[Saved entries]
──────────

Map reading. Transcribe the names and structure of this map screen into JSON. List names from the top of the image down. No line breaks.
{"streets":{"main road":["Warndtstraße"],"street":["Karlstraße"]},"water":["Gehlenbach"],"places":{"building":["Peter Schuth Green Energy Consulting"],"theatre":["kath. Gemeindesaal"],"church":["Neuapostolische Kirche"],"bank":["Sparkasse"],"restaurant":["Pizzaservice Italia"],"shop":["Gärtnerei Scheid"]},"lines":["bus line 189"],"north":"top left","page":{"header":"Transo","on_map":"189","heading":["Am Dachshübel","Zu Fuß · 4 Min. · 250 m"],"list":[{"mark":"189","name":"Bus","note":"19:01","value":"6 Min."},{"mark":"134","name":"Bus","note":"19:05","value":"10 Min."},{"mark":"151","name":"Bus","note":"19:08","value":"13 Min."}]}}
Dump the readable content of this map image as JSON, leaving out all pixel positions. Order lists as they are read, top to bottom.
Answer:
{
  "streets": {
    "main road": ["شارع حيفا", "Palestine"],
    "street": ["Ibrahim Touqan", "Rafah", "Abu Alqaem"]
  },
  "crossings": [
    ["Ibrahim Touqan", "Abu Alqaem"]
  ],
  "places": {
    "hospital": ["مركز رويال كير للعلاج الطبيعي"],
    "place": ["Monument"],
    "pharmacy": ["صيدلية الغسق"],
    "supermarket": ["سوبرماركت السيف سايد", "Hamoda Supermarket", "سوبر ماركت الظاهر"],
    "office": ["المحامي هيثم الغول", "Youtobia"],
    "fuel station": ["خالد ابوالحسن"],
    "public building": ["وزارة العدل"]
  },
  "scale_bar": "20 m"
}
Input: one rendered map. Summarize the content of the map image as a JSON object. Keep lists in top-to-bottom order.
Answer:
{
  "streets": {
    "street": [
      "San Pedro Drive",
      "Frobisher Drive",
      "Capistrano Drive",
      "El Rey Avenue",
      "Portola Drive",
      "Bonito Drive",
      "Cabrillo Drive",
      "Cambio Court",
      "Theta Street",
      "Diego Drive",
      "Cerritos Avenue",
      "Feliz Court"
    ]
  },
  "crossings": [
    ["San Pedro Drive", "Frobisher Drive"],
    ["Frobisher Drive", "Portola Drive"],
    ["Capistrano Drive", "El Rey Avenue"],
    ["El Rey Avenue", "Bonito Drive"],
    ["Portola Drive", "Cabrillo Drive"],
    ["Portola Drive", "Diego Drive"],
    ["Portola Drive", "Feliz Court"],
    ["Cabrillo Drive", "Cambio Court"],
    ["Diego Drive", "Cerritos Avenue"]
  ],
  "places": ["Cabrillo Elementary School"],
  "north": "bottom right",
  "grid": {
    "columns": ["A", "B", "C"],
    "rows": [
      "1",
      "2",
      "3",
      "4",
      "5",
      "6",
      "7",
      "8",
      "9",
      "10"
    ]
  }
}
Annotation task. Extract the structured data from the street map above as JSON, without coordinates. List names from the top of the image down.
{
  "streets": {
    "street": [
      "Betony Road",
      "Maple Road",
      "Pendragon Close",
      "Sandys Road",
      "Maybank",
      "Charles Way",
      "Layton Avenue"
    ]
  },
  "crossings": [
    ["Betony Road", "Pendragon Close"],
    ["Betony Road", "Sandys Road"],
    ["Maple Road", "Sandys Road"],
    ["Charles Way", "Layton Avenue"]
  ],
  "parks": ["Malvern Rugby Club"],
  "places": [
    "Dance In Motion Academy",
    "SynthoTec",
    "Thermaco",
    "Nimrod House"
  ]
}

──────────

Write the data above out again in full, exactly.

Map reading. Transcribe the names and structure of this map screen into JSON. List names from the top of the image down. No line breaks.
{"streets":{"main road":["Warndtstraße"],"street":["Karlstraße"]},"water":["Gehlenbach"],"places":{"building":["Peter Schuth Green Energy Consulting"],"theatre":["kath. Gemeindesaal"],"church":["Neuapostolische Kirche"],"bank":["Sparkasse"],"restaurant":["Pizzaservice Italia"],"shop":["Gärtnerei Scheid"]},"lines":["bus line 189"],"north":"top left","page":{"header":"Transo","on_map":"189","heading":["Am Dachshübel","Zu Fuß · 4 Min. · 250 m"],"list":[{"mark":"189","name":"Bus","note":"19:01","value":"6 Min."},{"mark":"134","name":"Bus","note":"19:05","value":"10 Min."},{"mark":"151","name":"Bus","note":"19:08","value":"13 Min."}]}}
Dump the readable content of this map image as JSON, leaving out all pixel positions. Order lists as they are read, top to bottom.
Answer:
{
  "streets": {
    "main road": ["شارع حيفا", "Palestine"],
    "street": ["Ibrahim Touqan", "Rafah", "Abu Alqaem"]
  },
  "crossings": [
    ["Ibrahim Touqan", "Abu Alqaem"]
  ],
  "places": {
    "hospital": ["مركز رويال كير للعلاج الطبيعي"],
    "place": ["Monument"],
    "pharmacy": ["صيدلية الغسق"],
    "supermarket": ["سوبرماركت السيف سايد", "Hamoda Supermarket", "سوبر ماركت الظاهر"],
    "office": ["المحامي هيثم الغول", "Youtobia"],
    "fuel station": ["خالد ابوالحسن"],
    "public building": ["وزارة العدل"]
  },
  "scale_bar": "20 m"
}
Input: one rendered map. Summarize the content of the map image as a JSON object. Keep lists in top-to-bottom order.
Answer:
{
  "streets": {
    "street": [
      "San Pedro Drive",
      "Frobisher Drive",
      "Capistrano Drive",
      "El Rey Avenue",
      "Portola Drive",
      "Bonito Drive",
      "Cabrillo Drive",
      "Cambio Court",
      "Theta Street",
      "Diego Drive",
      "Cerritos Avenue",
      "Feliz Court"
    ]
  },
  "crossings": [
    ["San Pedro Drive", "Frobisher Drive"],
    ["Frobisher Drive", "Portola Drive"],
    ["Capistrano Drive", "El Rey Avenue"],
    ["El Rey Avenue", "Bonito Drive"],
    ["Portola Drive", "Cabrillo Drive"],
    ["Portola Drive", "Diego Drive"],
    ["Portola Drive", "Feliz Court"],
    ["Cabrillo Drive", "Cambio Court"],
    ["Diego Drive", "Cerritos Avenue"]
  ],
  "places": ["Cabrillo Elementary School"],
  "north": "bottom right",
  "grid": {
    "columns": ["A", "B", "C"],
    "rows": [
      "1",
      "2",
      "3",
      "4",
      "5",
      "6",
      "7",
      "8",
      "9",
      "10"
    ]
  }
}
Annotation task. Extract the structured data from the street map above as JSON, without coordinates. List names from the top of the image down.
{
  "streets": {
    "street": [
      "Betony Road",
      "Maple Road",
      "Pendragon Close",
      "Sandys Road",
      "Maybank",
      "Charles Way",
      "Layton Avenue"
    ]
  },
  "crossings": [
    ["Betony Road", "Pendragon Close"],
    ["Betony Road", "Sandys Road"],
    ["Maple Road", "Sandys Road"],
    ["Charles Way", "Layton Avenue"]
  ],
  "parks": ["Malvern Rugby Club"],
  "places": [
    "Dance In Motion Academy",
    "SynthoTec",
    "Thermaco",
    "Nimrod House"
  ]
}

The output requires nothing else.